- _Activity_
Output the data below exactly, without images.

Collected data entries:
# # # # # # #

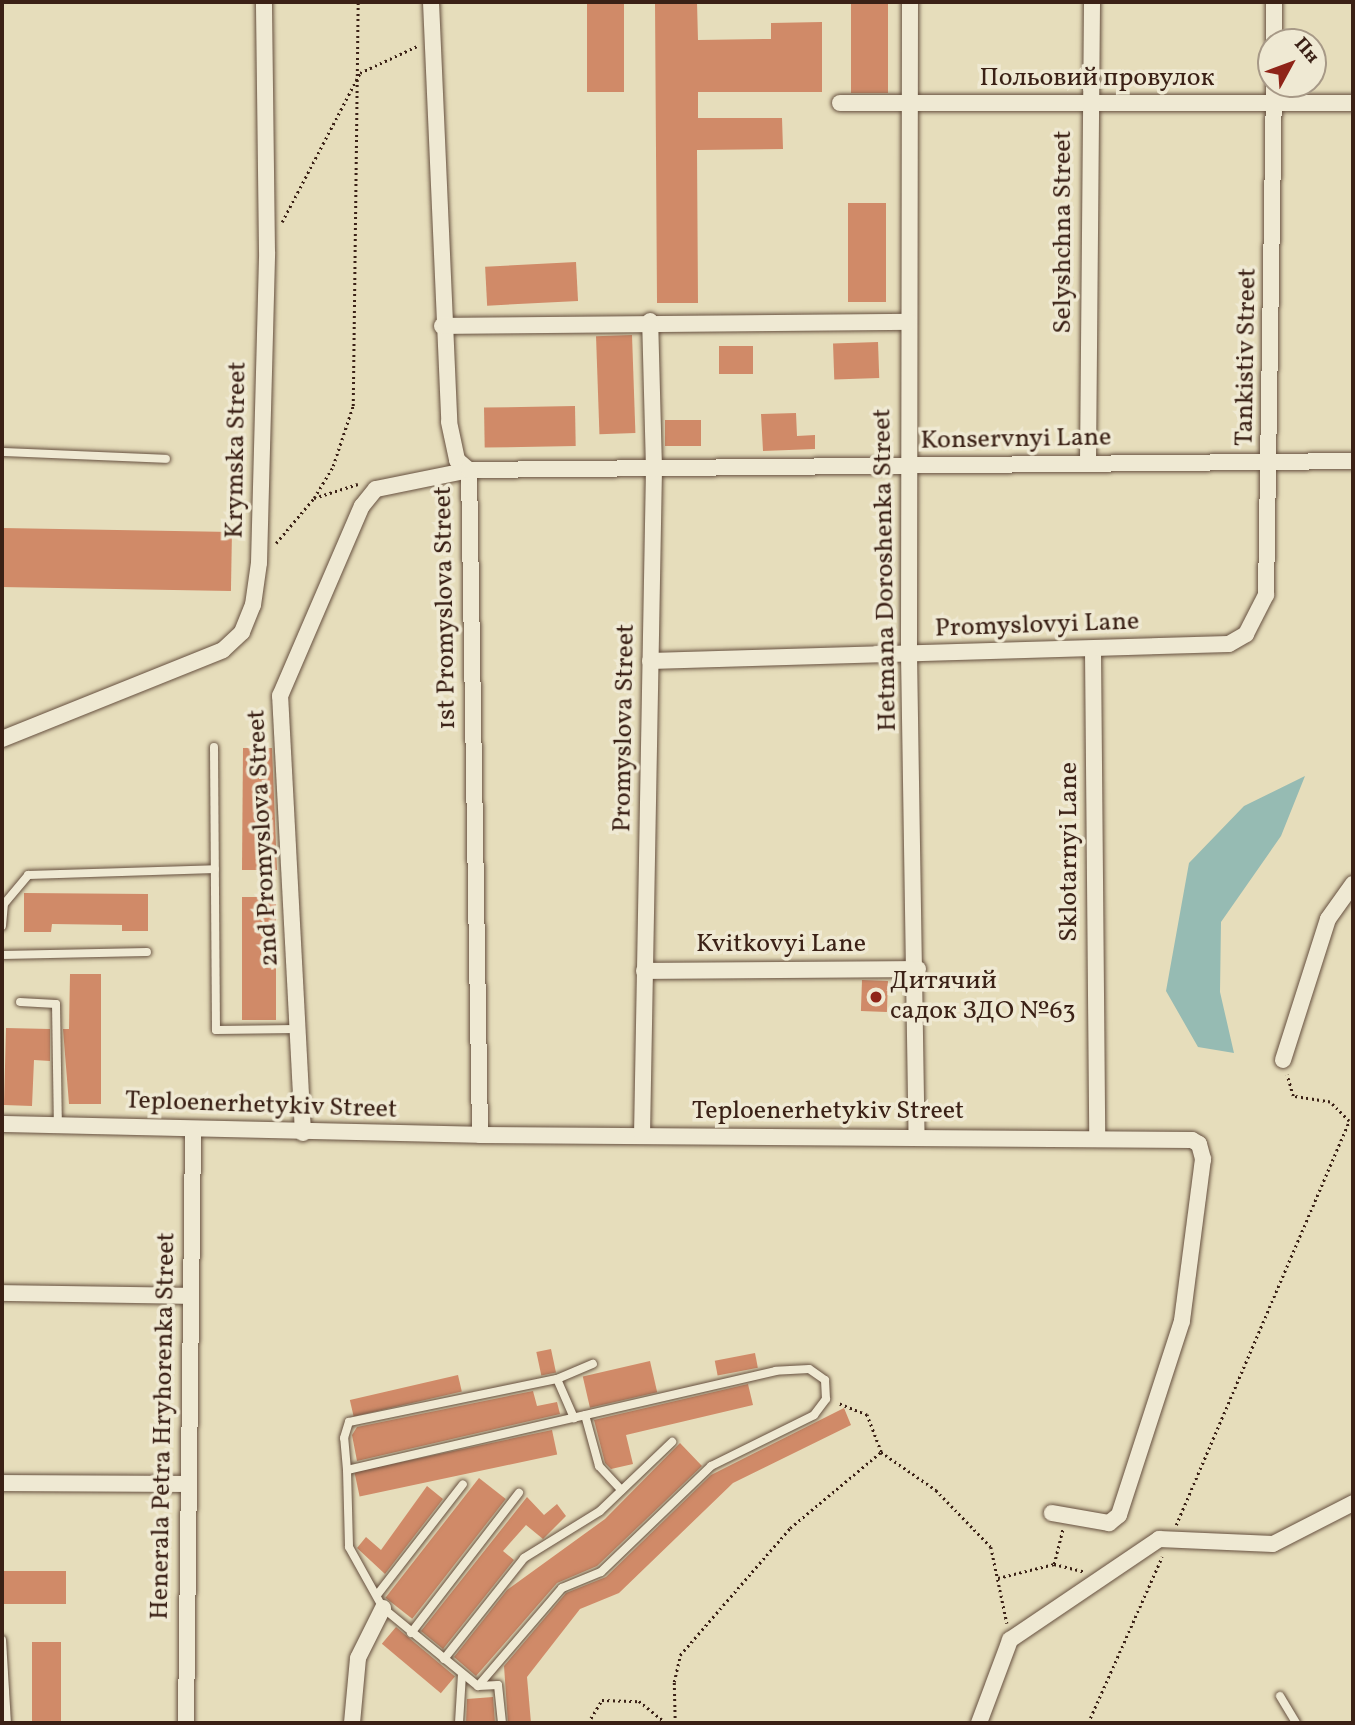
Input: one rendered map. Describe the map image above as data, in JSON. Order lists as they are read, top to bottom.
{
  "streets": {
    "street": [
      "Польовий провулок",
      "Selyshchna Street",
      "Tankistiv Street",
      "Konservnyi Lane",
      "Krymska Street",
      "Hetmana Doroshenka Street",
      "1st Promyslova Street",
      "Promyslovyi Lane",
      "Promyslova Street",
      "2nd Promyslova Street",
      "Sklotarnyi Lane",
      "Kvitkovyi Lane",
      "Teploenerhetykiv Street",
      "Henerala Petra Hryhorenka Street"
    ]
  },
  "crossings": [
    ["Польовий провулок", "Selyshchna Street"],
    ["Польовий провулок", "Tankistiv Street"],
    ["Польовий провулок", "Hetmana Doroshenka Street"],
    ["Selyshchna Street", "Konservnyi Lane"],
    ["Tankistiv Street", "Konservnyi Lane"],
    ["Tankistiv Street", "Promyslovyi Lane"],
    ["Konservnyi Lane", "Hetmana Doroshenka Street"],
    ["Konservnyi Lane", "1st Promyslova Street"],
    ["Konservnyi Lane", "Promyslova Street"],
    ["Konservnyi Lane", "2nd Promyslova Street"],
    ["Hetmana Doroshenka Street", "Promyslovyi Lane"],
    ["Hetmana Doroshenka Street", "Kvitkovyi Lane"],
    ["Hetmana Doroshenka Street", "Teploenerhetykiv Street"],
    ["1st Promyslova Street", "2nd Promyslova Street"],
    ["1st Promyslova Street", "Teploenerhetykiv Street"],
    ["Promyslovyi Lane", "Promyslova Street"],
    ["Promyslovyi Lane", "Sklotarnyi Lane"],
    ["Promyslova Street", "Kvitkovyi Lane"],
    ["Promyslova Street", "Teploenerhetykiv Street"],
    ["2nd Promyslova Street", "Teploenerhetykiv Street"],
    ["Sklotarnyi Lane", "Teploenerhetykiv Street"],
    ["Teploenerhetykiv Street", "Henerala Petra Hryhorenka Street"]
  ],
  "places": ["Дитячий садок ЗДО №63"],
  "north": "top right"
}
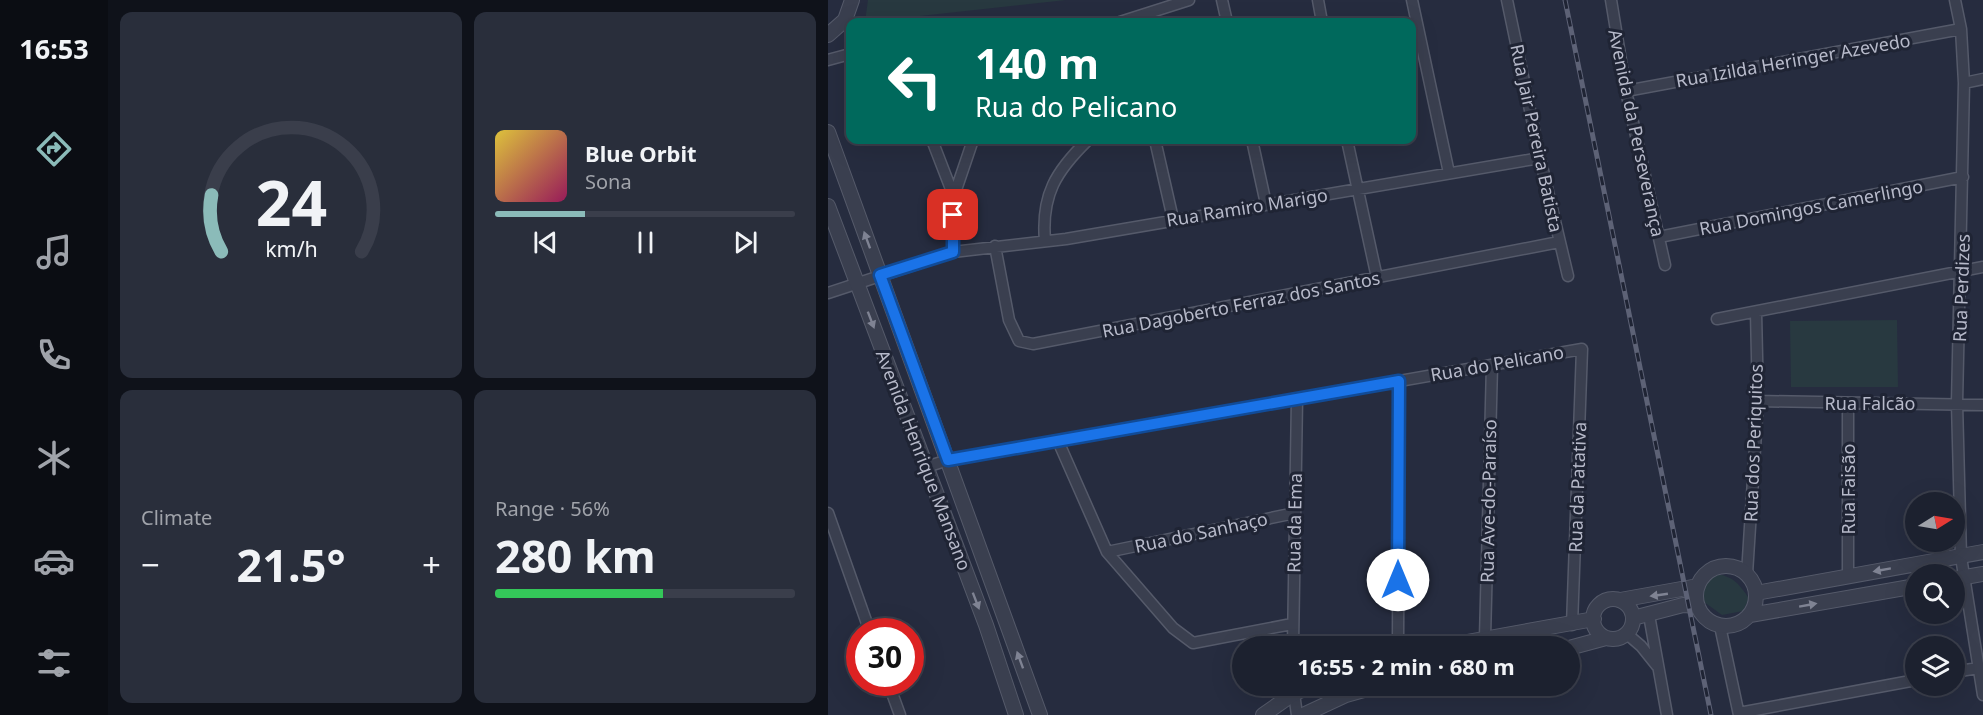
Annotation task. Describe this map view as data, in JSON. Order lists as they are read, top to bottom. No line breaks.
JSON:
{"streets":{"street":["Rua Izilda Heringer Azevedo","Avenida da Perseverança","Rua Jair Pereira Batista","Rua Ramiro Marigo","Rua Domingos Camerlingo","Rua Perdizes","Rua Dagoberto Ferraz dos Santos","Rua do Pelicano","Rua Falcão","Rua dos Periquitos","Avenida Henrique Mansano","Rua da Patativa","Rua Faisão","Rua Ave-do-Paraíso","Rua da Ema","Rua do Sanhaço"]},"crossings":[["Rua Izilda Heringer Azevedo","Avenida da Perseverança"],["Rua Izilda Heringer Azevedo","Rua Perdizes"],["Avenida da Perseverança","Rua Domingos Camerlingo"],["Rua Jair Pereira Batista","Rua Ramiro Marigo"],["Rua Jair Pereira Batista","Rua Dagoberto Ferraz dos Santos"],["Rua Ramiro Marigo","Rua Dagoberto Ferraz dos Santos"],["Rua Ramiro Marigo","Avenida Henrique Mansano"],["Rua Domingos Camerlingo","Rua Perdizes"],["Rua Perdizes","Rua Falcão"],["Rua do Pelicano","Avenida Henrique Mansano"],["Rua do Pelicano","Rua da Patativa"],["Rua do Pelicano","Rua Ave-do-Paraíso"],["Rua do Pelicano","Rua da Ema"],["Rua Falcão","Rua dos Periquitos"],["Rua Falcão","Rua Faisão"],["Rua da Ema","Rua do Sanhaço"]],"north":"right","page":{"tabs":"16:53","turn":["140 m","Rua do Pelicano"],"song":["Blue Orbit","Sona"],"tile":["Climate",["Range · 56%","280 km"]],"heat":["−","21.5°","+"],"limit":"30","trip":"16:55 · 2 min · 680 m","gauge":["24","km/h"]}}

# # # # # # #

- _Reply_
Input: one rendered map. Describe the map image above as data, in JSON. Order lists as they are read, top to bottom.
{
  "streets": {
    "street": [
      "Польовий провулок",
      "Selyshchna Street",
      "Tankistiv Street",
      "Konservnyi Lane",
      "Krymska Street",
      "Hetmana Doroshenka Street",
      "1st Promyslova Street",
      "Promyslovyi Lane",
      "Promyslova Street",
      "2nd Promyslova Street",
      "Sklotarnyi Lane",
      "Kvitkovyi Lane",
      "Teploenerhetykiv Street",
      "Henerala Petra Hryhorenka Street"
    ]
  },
  "crossings": [
    ["Польовий провулок", "Selyshchna Street"],
    ["Польовий провулок", "Tankistiv Street"],
    ["Польовий провулок", "Hetmana Doroshenka Street"],
    ["Selyshchna Street", "Konservnyi Lane"],
    ["Tankistiv Street", "Konservnyi Lane"],
    ["Tankistiv Street", "Promyslovyi Lane"],
    ["Konservnyi Lane", "Hetmana Doroshenka Street"],
    ["Konservnyi Lane", "1st Promyslova Street"],
    ["Konservnyi Lane", "Promyslova Street"],
    ["Konservnyi Lane", "2nd Promyslova Street"],
    ["Hetmana Doroshenka Street", "Promyslovyi Lane"],
    ["Hetmana Doroshenka Street", "Kvitkovyi Lane"],
    ["Hetmana Doroshenka Street", "Teploenerhetykiv Street"],
    ["1st Promyslova Street", "2nd Promyslova Street"],
    ["1st Promyslova Street", "Teploenerhetykiv Street"],
    ["Promyslovyi Lane", "Promyslova Street"],
    ["Promyslovyi Lane", "Sklotarnyi Lane"],
    ["Promyslova Street", "Kvitkovyi Lane"],
    ["Promyslova Street", "Teploenerhetykiv Street"],
    ["2nd Promyslova Street", "Teploenerhetykiv Street"],
    ["Sklotarnyi Lane", "Teploenerhetykiv Street"],
    ["Teploenerhetykiv Street", "Henerala Petra Hryhorenka Street"]
  ],
  "places": ["Дитячий садок ЗДО №63"],
  "north": "top right"
}
Annotation task. Describe this map view as data, in JSON. Order lists as they are read, top to bottom. No line breaks.
JSON:
{"streets":{"street":["Rua Izilda Heringer Azevedo","Avenida da Perseverança","Rua Jair Pereira Batista","Rua Ramiro Marigo","Rua Domingos Camerlingo","Rua Perdizes","Rua Dagoberto Ferraz dos Santos","Rua do Pelicano","Rua Falcão","Rua dos Periquitos","Avenida Henrique Mansano","Rua da Patativa","Rua Faisão","Rua Ave-do-Paraíso","Rua da Ema","Rua do Sanhaço"]},"crossings":[["Rua Izilda Heringer Azevedo","Avenida da Perseverança"],["Rua Izilda Heringer Azevedo","Rua Perdizes"],["Avenida da Perseverança","Rua Domingos Camerlingo"],["Rua Jair Pereira Batista","Rua Ramiro Marigo"],["Rua Jair Pereira Batista","Rua Dagoberto Ferraz dos Santos"],["Rua Ramiro Marigo","Rua Dagoberto Ferraz dos Santos"],["Rua Ramiro Marigo","Avenida Henrique Mansano"],["Rua Domingos Camerlingo","Rua Perdizes"],["Rua Perdizes","Rua Falcão"],["Rua do Pelicano","Avenida Henrique Mansano"],["Rua do Pelicano","Rua da Patativa"],["Rua do Pelicano","Rua Ave-do-Paraíso"],["Rua do Pelicano","Rua da Ema"],["Rua Falcão","Rua dos Periquitos"],["Rua Falcão","Rua Faisão"],["Rua da Ema","Rua do Sanhaço"]],"north":"right","page":{"tabs":"16:53","turn":["140 m","Rua do Pelicano"],"song":["Blue Orbit","Sona"],"tile":["Climate",["Range · 56%","280 km"]],"heat":["−","21.5°","+"],"limit":"30","trip":"16:55 · 2 min · 680 m","gauge":["24","km/h"]}}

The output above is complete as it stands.